> Task instructions: Below are the records. Gather each line that holds "margin".

(Collected data)
===

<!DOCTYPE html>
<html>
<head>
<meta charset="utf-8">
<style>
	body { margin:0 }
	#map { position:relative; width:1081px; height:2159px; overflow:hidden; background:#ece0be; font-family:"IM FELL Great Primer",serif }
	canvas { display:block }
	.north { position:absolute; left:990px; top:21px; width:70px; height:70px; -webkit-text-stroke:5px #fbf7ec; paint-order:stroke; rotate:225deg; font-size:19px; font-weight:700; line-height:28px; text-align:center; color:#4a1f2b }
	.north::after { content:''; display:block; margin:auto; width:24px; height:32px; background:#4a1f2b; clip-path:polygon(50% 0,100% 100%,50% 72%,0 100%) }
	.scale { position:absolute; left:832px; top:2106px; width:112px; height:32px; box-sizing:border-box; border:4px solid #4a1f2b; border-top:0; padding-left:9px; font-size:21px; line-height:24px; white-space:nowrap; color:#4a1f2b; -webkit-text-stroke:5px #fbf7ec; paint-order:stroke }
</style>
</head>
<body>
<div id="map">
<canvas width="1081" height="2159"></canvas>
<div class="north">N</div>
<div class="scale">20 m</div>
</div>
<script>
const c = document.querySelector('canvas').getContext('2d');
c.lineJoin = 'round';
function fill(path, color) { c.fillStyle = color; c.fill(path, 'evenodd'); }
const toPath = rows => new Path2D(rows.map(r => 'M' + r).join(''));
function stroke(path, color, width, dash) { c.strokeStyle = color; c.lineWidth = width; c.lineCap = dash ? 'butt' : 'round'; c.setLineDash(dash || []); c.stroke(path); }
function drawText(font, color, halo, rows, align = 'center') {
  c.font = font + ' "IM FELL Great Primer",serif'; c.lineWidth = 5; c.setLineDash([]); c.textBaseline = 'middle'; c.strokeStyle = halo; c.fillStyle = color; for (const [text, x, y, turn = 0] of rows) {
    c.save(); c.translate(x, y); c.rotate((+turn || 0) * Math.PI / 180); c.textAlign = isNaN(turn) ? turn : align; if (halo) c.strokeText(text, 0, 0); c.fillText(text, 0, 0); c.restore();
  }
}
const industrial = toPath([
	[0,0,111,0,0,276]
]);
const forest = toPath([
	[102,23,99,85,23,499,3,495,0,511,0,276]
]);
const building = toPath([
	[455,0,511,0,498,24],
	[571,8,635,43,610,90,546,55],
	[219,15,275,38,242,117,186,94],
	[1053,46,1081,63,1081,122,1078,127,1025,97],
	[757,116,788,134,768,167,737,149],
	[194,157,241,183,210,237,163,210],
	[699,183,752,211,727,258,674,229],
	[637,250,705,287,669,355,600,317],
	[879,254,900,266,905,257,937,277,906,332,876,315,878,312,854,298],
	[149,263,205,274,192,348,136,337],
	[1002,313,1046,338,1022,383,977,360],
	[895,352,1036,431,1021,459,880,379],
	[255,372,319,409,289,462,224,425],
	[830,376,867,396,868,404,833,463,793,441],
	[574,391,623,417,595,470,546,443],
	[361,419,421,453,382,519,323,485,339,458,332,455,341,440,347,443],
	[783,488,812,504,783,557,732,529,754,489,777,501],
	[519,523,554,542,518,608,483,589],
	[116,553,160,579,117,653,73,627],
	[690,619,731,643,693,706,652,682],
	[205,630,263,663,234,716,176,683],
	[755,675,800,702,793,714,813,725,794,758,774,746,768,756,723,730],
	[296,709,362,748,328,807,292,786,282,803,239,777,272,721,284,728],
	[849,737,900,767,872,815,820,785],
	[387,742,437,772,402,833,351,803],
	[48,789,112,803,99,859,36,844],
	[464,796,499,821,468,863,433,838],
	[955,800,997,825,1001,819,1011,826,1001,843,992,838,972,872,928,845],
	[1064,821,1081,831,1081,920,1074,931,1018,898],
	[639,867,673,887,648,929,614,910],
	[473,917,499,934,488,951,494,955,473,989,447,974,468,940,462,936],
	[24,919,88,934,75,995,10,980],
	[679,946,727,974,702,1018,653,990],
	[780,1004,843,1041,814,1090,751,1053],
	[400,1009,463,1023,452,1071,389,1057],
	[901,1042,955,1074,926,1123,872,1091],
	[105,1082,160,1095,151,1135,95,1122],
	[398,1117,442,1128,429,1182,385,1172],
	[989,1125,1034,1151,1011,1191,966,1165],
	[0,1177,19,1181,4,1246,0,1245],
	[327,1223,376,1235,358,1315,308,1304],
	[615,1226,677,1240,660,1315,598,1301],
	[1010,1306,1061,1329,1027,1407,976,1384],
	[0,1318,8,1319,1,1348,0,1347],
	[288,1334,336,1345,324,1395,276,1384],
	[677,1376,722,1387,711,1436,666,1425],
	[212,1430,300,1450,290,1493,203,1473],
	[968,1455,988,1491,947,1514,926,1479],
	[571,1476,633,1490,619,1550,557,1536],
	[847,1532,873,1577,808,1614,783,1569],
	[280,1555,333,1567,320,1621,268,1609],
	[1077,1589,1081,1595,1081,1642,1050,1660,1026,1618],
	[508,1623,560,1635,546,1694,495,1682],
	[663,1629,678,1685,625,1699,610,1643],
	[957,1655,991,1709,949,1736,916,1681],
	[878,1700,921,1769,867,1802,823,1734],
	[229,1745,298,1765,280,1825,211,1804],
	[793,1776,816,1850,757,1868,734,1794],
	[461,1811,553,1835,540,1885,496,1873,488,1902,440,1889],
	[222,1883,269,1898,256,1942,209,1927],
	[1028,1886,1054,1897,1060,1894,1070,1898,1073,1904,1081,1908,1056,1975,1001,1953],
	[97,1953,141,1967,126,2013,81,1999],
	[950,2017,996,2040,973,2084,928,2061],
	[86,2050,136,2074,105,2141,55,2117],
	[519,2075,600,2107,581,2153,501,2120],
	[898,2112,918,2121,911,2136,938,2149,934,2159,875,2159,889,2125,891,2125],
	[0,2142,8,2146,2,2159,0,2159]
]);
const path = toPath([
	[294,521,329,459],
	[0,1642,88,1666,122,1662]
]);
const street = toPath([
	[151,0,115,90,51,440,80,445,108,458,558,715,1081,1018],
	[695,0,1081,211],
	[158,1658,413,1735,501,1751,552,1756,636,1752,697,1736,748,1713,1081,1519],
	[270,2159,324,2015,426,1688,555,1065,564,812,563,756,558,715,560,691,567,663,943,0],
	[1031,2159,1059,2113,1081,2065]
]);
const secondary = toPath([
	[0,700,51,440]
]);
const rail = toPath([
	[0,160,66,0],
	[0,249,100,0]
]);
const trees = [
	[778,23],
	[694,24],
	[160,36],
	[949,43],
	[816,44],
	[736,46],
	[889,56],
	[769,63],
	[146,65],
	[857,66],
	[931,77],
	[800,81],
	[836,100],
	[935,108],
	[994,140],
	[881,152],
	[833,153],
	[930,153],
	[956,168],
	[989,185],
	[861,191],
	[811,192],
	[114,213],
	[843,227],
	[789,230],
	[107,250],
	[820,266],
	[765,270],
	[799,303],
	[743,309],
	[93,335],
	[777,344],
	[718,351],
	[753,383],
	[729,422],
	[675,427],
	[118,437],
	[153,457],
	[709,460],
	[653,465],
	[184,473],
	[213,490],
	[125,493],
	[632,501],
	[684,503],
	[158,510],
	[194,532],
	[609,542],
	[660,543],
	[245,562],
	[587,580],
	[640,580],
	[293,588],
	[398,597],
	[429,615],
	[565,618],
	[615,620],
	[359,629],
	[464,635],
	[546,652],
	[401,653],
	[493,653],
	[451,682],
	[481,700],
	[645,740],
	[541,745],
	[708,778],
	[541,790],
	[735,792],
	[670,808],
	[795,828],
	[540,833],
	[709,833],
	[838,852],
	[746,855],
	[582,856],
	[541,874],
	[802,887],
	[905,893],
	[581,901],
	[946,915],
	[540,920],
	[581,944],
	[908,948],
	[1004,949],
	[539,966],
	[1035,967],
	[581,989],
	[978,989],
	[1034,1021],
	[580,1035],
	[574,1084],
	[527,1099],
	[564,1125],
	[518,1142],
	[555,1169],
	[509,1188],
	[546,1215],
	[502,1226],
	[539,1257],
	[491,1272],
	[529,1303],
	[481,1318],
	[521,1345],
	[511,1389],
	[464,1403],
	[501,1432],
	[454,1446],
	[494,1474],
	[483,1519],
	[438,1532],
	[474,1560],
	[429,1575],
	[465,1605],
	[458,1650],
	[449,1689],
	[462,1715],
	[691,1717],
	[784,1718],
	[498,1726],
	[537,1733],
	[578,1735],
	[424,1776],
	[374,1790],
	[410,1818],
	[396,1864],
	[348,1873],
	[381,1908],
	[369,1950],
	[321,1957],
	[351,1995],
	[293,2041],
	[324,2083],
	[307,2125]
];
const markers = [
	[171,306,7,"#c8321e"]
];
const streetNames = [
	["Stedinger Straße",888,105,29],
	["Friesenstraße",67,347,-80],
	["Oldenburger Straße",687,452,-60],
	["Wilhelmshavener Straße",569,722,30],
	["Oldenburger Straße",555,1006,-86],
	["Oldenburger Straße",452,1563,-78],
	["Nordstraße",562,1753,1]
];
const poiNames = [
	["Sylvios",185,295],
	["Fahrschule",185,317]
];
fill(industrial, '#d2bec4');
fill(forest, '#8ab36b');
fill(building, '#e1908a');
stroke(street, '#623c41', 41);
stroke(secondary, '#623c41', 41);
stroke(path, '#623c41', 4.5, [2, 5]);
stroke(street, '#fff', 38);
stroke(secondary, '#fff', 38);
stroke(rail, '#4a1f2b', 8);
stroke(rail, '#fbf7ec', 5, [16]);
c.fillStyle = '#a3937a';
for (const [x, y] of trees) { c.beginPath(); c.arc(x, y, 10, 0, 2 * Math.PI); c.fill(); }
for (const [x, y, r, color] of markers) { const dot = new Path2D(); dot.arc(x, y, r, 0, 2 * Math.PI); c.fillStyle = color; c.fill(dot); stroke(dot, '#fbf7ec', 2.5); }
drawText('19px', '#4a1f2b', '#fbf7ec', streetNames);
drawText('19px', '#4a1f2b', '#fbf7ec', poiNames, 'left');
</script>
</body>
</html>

===

> Answer:
	body { margin:0 }
	.north::after { content:''; display:block; margin:auto; width:24px; height:32px; background:#4a1f2b; clip-path:polygon(50% 0,100% 100%,50% 72%,0 100%) }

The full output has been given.